53. Let her, if she can, live in the country. In a town, coal fires—manufactories, many of them unhealthy—confined space—the exhalations from the lungs and from the skin of the inhabitants, numbers of them diseased,—all tend to load the air with impurities. Moreover, if in the town she desire a walk, it is often itself a walk, and a long one too, before she can get into the country—before she can obtain glimpses of green fields and breathe the fresh air; hence walks in the town do but comparatively little good. In the country her lungs are not cheated: they get what they want—a good article, pure air—and the eye and heart are both gladdened with the beauties of nature. I consider the following remark of Dr. Grosvenor, in his excellent Essay on Health, very pertinent. He observes: “Hence it is that one seldom sees in cities, courts, and rich houses, where people eat and drink, and indulge in the pleasure of appetite, that perfect health and athletic soundness and vigor which is commonly seen in the country, in the poor houses and cottages, where nature is their cook and necessity is their caterer, where they have no other doctor but the sun and fresh air, and no other physic but exercise and temperance.”
54. Cold air is frequently looked upon as an enemy, instead of being contemplated as, what it really is to a healthy person, a friend. The effect of cold upon the stomach is well exemplified in a walk in frosty weather, producing an appetite. “Cold air,” says Dr. Cullen, “applied with exercise, is a most powerful tonic with respect to the stomach; and this explains why, for that purpose, no exercise within doors, or in close carriages, is so useful as that in the open air.”

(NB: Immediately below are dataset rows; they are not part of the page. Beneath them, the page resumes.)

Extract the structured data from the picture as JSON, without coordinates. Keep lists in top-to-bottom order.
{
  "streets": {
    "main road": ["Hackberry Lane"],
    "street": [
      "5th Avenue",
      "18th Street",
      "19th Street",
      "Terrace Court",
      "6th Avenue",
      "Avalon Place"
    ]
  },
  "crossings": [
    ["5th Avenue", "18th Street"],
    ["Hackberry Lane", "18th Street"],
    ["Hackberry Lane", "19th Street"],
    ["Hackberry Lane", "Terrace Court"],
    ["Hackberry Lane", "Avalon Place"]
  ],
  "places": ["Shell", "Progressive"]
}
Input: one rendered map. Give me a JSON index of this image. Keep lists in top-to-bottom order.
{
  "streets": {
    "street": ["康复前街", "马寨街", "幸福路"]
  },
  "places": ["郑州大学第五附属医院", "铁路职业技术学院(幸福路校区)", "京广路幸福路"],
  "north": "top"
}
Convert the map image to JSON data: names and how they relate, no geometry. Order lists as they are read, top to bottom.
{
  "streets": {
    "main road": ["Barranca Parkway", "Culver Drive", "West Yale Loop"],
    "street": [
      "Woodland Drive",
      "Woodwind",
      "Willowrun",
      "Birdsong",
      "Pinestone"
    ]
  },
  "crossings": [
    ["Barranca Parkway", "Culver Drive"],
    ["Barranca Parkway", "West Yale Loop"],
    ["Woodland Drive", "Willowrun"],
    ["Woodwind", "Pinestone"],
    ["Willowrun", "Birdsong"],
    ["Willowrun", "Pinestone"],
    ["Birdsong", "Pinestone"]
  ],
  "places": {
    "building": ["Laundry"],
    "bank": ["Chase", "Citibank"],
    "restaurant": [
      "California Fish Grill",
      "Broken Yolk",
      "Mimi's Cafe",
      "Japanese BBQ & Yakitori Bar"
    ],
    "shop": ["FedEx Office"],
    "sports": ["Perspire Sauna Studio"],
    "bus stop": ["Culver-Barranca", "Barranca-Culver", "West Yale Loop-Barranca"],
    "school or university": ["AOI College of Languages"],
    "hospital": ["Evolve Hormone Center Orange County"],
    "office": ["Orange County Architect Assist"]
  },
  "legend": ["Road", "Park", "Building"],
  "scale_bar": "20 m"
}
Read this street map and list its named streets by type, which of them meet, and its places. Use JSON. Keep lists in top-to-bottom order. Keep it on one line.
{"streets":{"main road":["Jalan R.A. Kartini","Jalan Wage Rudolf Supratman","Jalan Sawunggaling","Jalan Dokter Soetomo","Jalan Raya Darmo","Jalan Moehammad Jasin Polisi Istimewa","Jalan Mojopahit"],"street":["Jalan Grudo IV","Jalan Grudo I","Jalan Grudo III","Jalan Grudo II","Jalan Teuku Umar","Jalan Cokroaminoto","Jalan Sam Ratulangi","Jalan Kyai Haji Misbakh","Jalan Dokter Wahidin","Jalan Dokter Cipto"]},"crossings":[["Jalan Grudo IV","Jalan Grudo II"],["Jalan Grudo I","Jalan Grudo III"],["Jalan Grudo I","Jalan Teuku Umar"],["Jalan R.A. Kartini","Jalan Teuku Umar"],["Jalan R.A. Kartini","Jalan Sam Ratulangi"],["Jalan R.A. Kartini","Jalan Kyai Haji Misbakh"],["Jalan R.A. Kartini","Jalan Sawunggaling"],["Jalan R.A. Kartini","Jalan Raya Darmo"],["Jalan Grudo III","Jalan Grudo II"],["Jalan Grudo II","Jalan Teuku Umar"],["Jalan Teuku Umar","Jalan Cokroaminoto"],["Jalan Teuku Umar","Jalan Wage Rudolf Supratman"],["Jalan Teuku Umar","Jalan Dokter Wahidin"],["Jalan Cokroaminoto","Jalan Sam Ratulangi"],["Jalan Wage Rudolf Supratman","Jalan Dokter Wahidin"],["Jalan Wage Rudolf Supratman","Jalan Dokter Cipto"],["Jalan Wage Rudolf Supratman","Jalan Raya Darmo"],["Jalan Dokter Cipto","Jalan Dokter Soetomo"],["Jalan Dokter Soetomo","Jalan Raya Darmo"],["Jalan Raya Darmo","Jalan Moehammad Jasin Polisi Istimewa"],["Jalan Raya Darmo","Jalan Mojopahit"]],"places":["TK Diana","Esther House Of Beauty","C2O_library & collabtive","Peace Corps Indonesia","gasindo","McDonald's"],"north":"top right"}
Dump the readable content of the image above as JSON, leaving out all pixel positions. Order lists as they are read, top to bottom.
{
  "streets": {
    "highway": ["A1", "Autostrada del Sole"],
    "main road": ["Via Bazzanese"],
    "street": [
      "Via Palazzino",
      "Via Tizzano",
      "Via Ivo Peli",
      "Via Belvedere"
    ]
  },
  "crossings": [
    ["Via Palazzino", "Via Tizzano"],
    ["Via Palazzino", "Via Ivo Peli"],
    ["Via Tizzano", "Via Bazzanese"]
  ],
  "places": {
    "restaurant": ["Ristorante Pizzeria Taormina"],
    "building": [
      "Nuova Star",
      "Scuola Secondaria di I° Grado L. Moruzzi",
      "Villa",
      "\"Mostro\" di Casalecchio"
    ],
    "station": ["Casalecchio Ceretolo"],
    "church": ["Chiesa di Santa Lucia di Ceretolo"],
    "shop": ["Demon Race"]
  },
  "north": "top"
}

55. Hot and close rooms, soft cushions, and luxurious couches must be eschewed. I have somewhere read, that if a fine, healthy whelp of the bull-dog species were fed upon chicken, rice, and delicacies, and made to lie upon soft cushions, and if, for some months, he were shut up in a close room, when he grew up he would become unhealthy, weak, and spiritless. So it is with a young married woman; the more she indulges, the more unhealthy, weak, and inanimate she becomes—unfit to perform the duties of a wife and the offices of a mother, if, indeed, she be a mother at all!
56. Rich and luxurious ladies are less likely to be blessed with a family than poor and hard-worked women. Here is, to a vengeance, compensation! Compensation usually deals very justly both to man and womankind. For instance, riches and childlessness, poverty and children, laziness and disease, hard work and health, a hard-earned crust and contentment, a gilded chamber and discontent—
“These are ofttimes wedded as a man and wife,
And linked together, hand in hand, through life.”